異母姉デズデモーナから、至急便が届いた。さっそく開封し、父は、安堵の笑みを漏らした。


「ロタリンギア軍が、攻めてくることはなさそうだ。デズデモーナのお陰だ。さすがはわが娘、モランシー公国の長女だ!」

「それで、異母姉(おねえ)様は、なんて?」


焦れて、わたしは尋ねた。

ほうっ、と大きく父が吐息を漏らす。


「王位後継者は、ジュリアン殿下でなくても構わないそうだ。何しろ、今の陛下には、腐るほどお子がいらっしゃるから。それも、男の子ばかり。羨ましいことだ」

「それは、よろしゅうございましたわ」


詰めていた息を、わたしも吐き出した。わたしが魔法を言い間違えたせいで、モランシーが戦争に負けるようなことがあったら(辺境弱小領邦ですもの、負けるに決まってる)、申し訳なさすぎる。

手紙の続きを、父は素早く読み下した。


「ロタリンギアは、長男即位が鉄則。つまり、ジュリアン殿下が即位しなければならぬ。そこでデズデモーナは、殿下にカエルの変化魔法を解く方法を教えて差し上げたそうだ」

「えっ! そんなものがあったんですか!?」

「うぬ。

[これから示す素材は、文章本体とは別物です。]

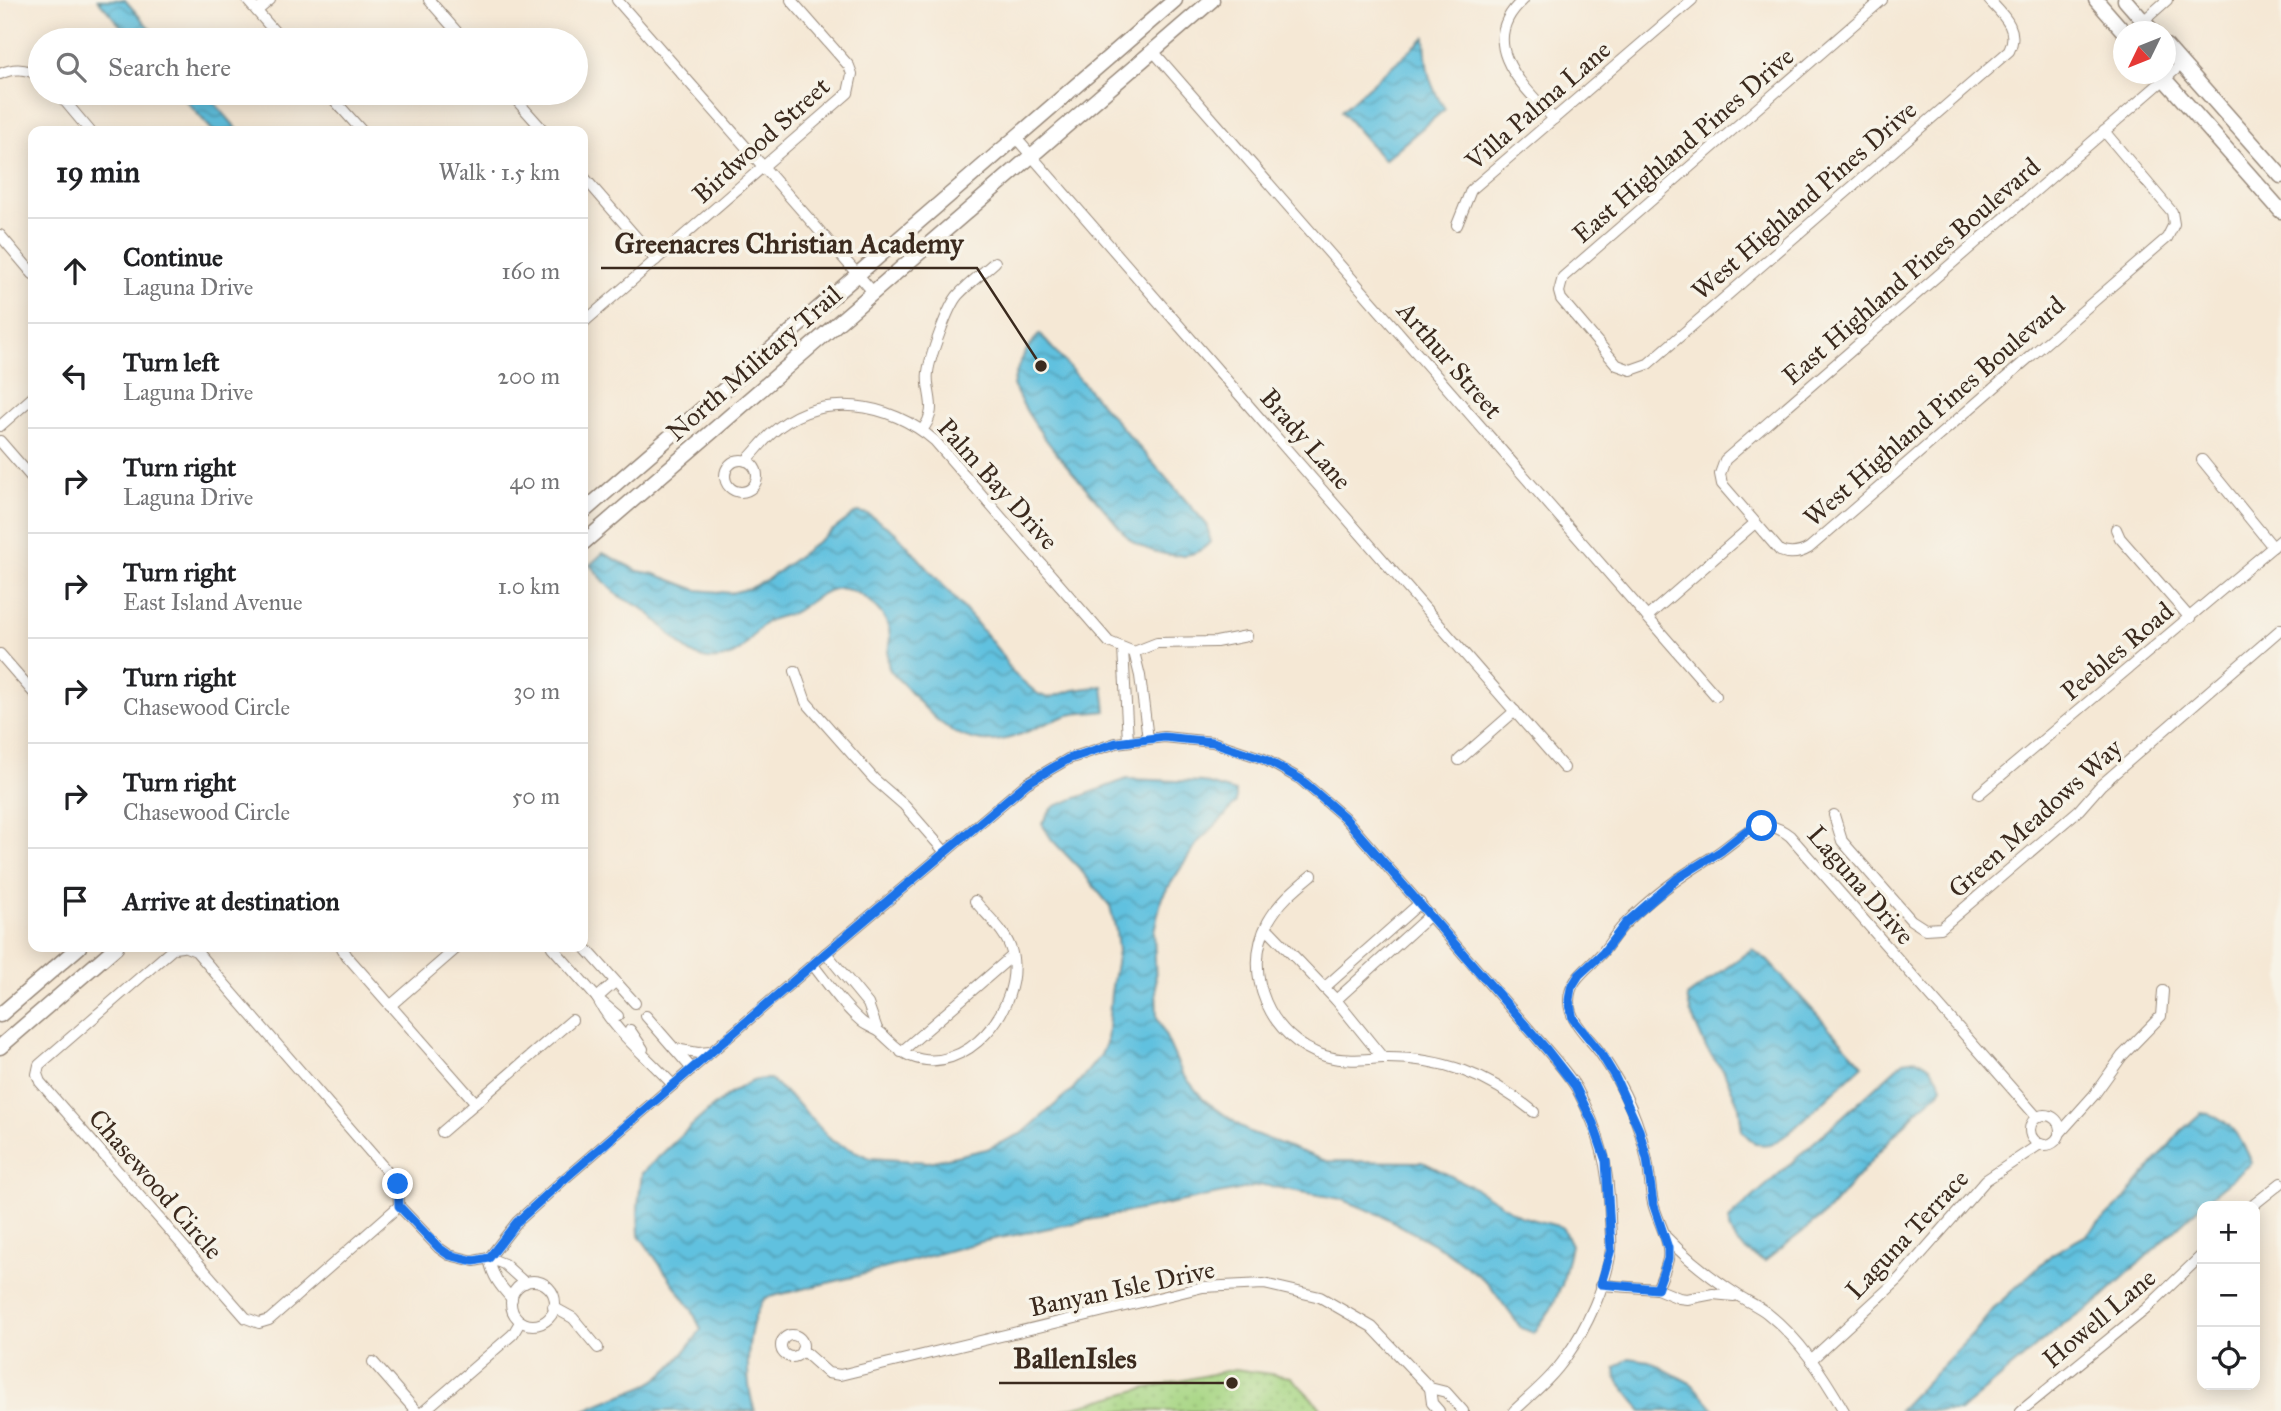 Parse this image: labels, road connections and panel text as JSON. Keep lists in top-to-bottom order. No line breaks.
{"streets":{"main road":["North Military Trail"],"street":["Villa Palma Lane","Birdwood Street","East Highland Pines Drive","West Highland Pines Drive","East Highland Pines Boulevard","Arthur Street","West Highland Pines Boulevard","Brady Lane","Palm Bay Drive","Peebles Road","Green Meadows Way","Laguna Drive","Chasewood Circle","Laguna Terrace","Banyan Isle Drive","Howell Lane"]},"crossings":[["East Highland Pines Drive","West Highland Pines Drive"],["East Highland Pines Boulevard","West Highland Pines Boulevard"],["Arthur Street","North Military Trail"],["North Military Trail","Brady Lane"],["Laguna Drive","Laguna Terrace"]],"places":["Greenacres Christian Academy","BallenIsles"],"north":"bottom left","page":{"search":"Search here","heading":["19 min","Walk · 1.5 km"],"list":[["Continue","Laguna Drive","160 m"],["Turn left","Laguna Drive","200 m"],["Turn right","Laguna Drive","40 m"],["Turn right","East Island Avenue","1.0 km"],["Turn right","Chasewood Circle","30 m"],["Turn right","Chasewood Circle","50 m"],"Arrive at destination"],"map_buttons":["+","−"]}}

(わし)も知らんかったがな」


デズデモーナの母は、父の従姉妹だった。恐らく、母方の血筋から、異母姉(デズデモーナ)は、解毒魔法を伝えられたのだろう。それにしても、カエルになった姿を元通りに戻す魔法なんて、ずいぶん、ニッチな魔法だ。


「いったいどうやって、人の姿に戻るんですの?」

「想い人の寝所に忍び込むのだそうだ」

「想い人? エリザベーヌのことですね!」

父は鼻を鳴らした。

「男爵令嬢と枕を交わせば、殿下の姿は、元通りの麗しい王子の姿に戻られる」

「随分、下品な魔法ですね」

つまり、エッチするわけだ。エリザベーヌと。別にいいけど。カエルだし。


「で、ジュリアンは、元の姿に戻れたんですの?」

「いくら解毒の為とは言え、王族が、そうやすやすと、臣下の娘の寝所に忍び込めるものか。折を見て、と、デズデモーナからの手紙には書かれている」


そして、言わなくてもいいのに、父は、余計な一言を付け加えた。

「本来なら、ジュリアン殿下が忍び込むのは、お前の寝所だったのだぞ、コルデリア」

「ご遠慮しときます」


くどいようだが、今のジュリアンは、ガエルだ。エリザベーヌが羨ましいとは、わたしには、少しも思えなかった。まあ、カエルになる前から、彼女が羨ましいなどとは、1ミリも思ったことはなかったけど。


深いため息を、父はついた。

「デズデモーナのおかげで、全ては元通りだ。お前の婚約が破棄されたこと以外は」

「それは、わたしのせいではありませんわ」

勝手に婚約を破棄したのは、ジュリアンの方だ


「そういうわけにはいかない。ジュリアン殿下をカエルの姿にしてしまうなんて、嫉妬にもほどがある」

「お父様。嫉妬ではございませんことよ」


「嫉妬にしておくのだ!」

父が喚いた。

「モランシーの公女が呪文を言い間違えたなんて、言えるものか!」


モランシーの権威は、公爵一族の魔力にかかっている。ロタリンギア王国が、父子に亙ってモランシーから妃を娶ろうとしたのも、わたしたちが魔法を使えるからだ。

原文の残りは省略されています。